Seokmin arfou, dando um passo para trás.
— M-mas… não dá, somos amigos… N-nós não podemos…
Eu pude ouvir meu coração quebrando em milhões de pedacinhos. As lágrimas voltaram aos meus olhos. A este ponto, os pingos haviam se transformado numa chuva fina.
— Essa é sua resposta? — falei, num sopro.
Seokmin ficou em silêncio, me encarando. Seus olhos tinham um brilho sôfrego, e suas mãos tremiam, agarradas no cós da blusa. Começávamos a nos encharcar com a chuva, o vento frio me fazia arrepiar.
— Seokmin, eu não… — solucei, chorando de novo. — Eu não consigo mais te olhar de outra forma.
— Mingyu… — Seokmin esticou a mão até mim, mas me esquivei do seu toque.

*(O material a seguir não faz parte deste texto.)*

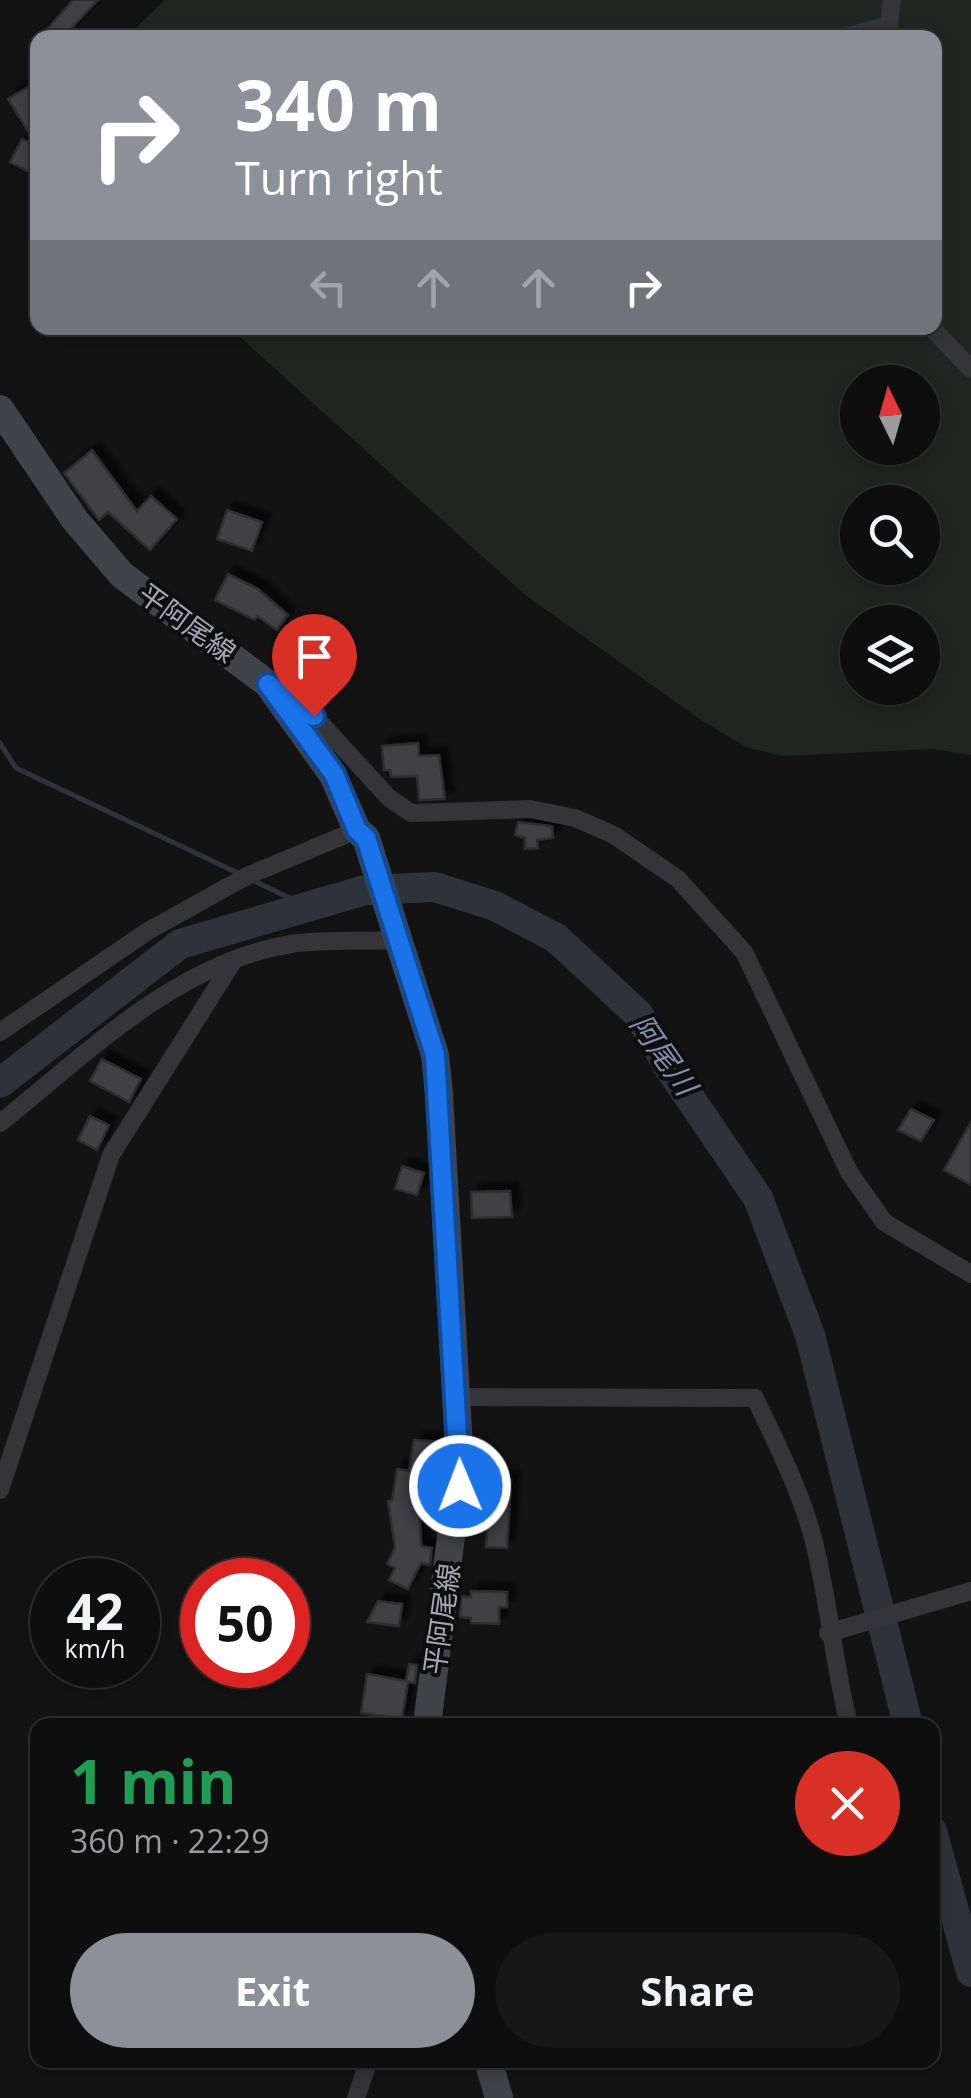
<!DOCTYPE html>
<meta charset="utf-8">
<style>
:root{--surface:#0e0e0f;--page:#171718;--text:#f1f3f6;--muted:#9b9c9e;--line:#2e2e2f;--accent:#8c9099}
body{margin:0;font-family:"Open Sans","Noto Sans JP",sans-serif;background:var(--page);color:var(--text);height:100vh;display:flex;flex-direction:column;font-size:38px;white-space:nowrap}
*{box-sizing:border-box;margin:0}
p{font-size:32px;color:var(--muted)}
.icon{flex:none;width:55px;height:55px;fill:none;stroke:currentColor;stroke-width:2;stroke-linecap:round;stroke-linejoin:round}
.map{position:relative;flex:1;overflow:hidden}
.panel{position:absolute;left:30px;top:1718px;width:910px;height:350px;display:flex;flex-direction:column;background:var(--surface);border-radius:20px;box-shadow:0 5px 15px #0003,0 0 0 2px var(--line)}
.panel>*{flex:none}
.banner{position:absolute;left:30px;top:30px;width:912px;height:305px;border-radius:20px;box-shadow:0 5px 15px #0003,0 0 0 2px var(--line);background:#8c9099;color:#fff;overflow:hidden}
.needle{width:65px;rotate:355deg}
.fabs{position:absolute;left:840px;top:365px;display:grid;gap:20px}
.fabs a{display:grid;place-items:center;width:100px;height:100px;border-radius:50%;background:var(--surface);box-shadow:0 5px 15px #0003,0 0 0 2px var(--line);font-size:50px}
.speed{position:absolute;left:30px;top:1558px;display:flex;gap:20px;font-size:50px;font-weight:700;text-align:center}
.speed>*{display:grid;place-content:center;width:130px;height:130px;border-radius:50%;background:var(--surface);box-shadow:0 5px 15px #0003,0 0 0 2px var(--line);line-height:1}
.speed small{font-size:25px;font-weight:400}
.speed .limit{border:15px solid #d22;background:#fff;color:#111}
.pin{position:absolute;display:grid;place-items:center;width:85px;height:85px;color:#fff;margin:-102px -42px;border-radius:50% 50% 50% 0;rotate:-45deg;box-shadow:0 0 10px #0007}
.pin .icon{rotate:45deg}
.me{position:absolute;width:110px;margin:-55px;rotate:359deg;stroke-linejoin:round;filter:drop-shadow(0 0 8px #0008)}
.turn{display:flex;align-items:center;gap:35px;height:210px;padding:0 40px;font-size:45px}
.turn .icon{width:130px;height:130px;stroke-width:2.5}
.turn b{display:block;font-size:70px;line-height:85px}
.lanes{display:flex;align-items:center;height:95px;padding:0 40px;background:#0003;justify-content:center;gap:50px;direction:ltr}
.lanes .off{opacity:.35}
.round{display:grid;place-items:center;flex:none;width:105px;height:105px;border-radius:52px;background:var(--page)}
.overview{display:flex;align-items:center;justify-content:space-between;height:170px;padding:0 40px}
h1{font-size:60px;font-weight:700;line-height:75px;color:#1e9e55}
.button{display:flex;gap:20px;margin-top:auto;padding:20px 40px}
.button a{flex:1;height:115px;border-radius:60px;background:var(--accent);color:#fff;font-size:40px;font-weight:700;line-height:115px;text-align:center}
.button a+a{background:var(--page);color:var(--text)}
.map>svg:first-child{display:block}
</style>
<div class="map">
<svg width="971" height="2098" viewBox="0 0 971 2098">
<defs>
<filter id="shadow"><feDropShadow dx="8" dy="-8" stdDeviation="2.5" flood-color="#0009"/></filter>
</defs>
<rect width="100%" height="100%" fill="#131314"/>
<path fill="#1f2621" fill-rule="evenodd" d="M165,0h806v755l-39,-6 -150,7 -36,-9 -45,-27 -177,-126 -294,-266h705v-290h-810zM858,382h64v66h-64zM858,502h64v66h-64zM858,622h64v66h-64z"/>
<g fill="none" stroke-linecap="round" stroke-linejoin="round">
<path stroke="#2e333b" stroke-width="5" d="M0,743l16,25 224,106
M254,881l53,25"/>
<path stroke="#2e333b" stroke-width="30" d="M0,1083l180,-139 185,-54 70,-3 60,19 61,32 82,76 30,52 90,132 52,137 98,390
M932,1831l39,141"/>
</g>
<path fill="#404044" stroke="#2e2d30" stroke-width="2.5" filter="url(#shadow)" d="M73,0h25l-36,38h-23z
M38,81v79l-7,13 -21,-11 12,-23 15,7 -29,-47z
M92,450l45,61 14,-15 26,23 -27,31 -42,-38 -9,8 -35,-47z
M227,510l35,12 -10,29 -35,-12z
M228,574l30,15 30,26 -11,15 -20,-14 -2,4 -40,-20z
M418,743l1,13 20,-1 6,44 -26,1 -2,-24 -26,1 -1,-7h-6l-2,-24z
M518,822l34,4 1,12 -16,2 1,8 -13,1v-11l-10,-3z
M102,1059l39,20 -12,23 -39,-21z
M911,1109l23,11 -13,21 -23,-11z
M90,1116l19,9 -12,25 -19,-10z
M971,1122v63l-27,-15z
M402,1166l22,7 -7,22 -22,-6z
M510,1191l2,26 -40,1 -1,-26z
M414,1440l27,2 1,15 -6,-1 -4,26h8l-4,33 -16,-2 1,33 11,2 -2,17 -9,-2 -13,26 -19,-9 6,-12 -8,-4 8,-16 -7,-47h4l5,-32 12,2z
M491,1480h20l-4,68 -21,-1z
M471,1591l36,1v15h-8v17l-28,-1v-5l-11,-1 1,-21 10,1z
M378,1601l24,3 -3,22 -32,-4z
M409,1664l8,1 -2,18 -7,-1 -6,37 -41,-6 6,-39 39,7z"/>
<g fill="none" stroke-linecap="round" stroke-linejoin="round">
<path stroke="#343439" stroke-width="18" d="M841,38l48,-13 3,-25
M932,328l39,41
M285,696l29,20 75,82 22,15 119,-4 45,9 39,17 64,44 66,73 105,220 35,50 87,52
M0,1032l148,-101 99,-55 110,-46
M0,1123c87,-69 177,-161 291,-179 34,-5 72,-2 107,-4
M457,1397l298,1c22,47 46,93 59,144 15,60 20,123 35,183
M0,1490l111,-335 123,-195
M828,1633l143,-42
M356,2098l13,-38"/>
<path stroke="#424348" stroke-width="28" d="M0,409l75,111 47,55 146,109 65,91 24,55 9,8 69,217 4,39 21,372 -33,259
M488,2060l11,38"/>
</g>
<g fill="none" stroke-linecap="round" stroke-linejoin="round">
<g stroke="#114b97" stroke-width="25">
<path id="route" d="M314,716l-46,-32 66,90 23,56 9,8 69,217 25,431"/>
</g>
<use href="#route" stroke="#1a73e8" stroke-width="18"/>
</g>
<g text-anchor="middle" stroke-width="8" stroke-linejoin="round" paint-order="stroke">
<g font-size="28" fill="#a6a7b3" stroke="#0e0e0f">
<text transform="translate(187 623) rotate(36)" y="10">平阿尾線</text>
<text transform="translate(442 1619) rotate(-82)" y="10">平阿尾線</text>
</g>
<g font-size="30" font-style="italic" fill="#808fab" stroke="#0e0e0f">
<text transform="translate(663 1055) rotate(55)" y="10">阿尾川</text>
</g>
</g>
</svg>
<div class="fabs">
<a><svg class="needle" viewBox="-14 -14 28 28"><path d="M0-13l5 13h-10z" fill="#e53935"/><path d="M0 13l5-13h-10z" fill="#9b9c9e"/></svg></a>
<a><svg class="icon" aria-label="search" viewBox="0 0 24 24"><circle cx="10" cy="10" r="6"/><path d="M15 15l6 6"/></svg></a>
<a><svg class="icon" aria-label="layers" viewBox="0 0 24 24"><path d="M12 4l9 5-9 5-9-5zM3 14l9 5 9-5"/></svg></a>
</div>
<div class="speed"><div>42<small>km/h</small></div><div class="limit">50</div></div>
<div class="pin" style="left:314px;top:716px;background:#d93025"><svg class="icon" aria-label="arrive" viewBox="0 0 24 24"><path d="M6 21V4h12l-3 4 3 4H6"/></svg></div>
<svg class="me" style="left:460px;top:1486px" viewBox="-20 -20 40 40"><circle r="17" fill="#1a73e8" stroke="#fff" stroke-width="3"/><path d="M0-11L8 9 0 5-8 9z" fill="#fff"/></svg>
<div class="banner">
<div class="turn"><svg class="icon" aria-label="right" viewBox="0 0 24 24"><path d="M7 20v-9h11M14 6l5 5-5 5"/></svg><div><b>340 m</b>Turn right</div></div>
<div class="lanes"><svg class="icon off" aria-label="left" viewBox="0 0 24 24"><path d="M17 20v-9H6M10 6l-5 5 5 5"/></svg><svg class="icon off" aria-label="ahead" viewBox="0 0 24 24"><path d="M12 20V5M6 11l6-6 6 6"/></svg><svg class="icon off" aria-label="ahead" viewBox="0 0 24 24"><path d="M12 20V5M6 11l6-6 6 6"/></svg><svg class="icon" aria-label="right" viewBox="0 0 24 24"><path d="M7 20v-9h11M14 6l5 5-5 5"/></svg></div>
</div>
<section class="panel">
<div class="overview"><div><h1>1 min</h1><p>360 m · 22:29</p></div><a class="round" style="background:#d93025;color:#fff"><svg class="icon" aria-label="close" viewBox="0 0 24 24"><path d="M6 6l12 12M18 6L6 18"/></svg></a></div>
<div class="button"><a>Exit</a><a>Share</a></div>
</section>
</div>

— Não — falei firme. — Eu cansei de fingir. Eu falei a palavra justamente porque não aguento mais fingir que isso tudo não me machuca. Te ver com Jeonghan foi como uma facada no peito.
Seokmin abriu a boca, mas nada saiu. Não sabia dizer se ele estava chorando ou se eram as gotas de chuva escorrendo pelo seu rosto. Ele parecia tão perdido, tão desesperado, que quase joguei tudo para o alto e corri até ele. Queria abraçá-lo e tranquilizá-lo, porém, a lembrança de seu beijo com Jeonghan me impediu. Respirei fundo e dei as costas para ele sem nem olhá-lo uma última vez.
Fui até meu carro e arranquei de lá. Me permiti ser um babaca e deixar Seokmin para trás. No entanto, a culpa logo veio, junto da angústia de saber que nunca ficaremos juntos. Comecei a chorar compulsivamente no volante. Chorei tudo que reprimi por todos esses anos, tal qual uma barragem quebrada. Não vou voltar para casa hoje, não consigo. Estacionei na frente da casa de meus pais e toquei a campainha várias vezes. Meu pai abriu a porta irritado, porém sua expressão se suavizou ao me ver todo encharcado e miserável.
— Mingyu? — ele disse, preocupado.
— Quem é, querido? — minha mãe disse, espiando por trás do ombro de meu pai. — Mingyu? Meu Deus, você tá pingando! Sai da chuva!
Entrei, cabisbaixo. Logo, minha mãe apareceu com uma toalha grande a jogou sobre meus ombros.
— O que aconteceu, filho? — meu pai perguntou, cuidadoso.
E então, voltei a chorar igual um bebê, desejando que aquela noite nunca tivesse acontecido.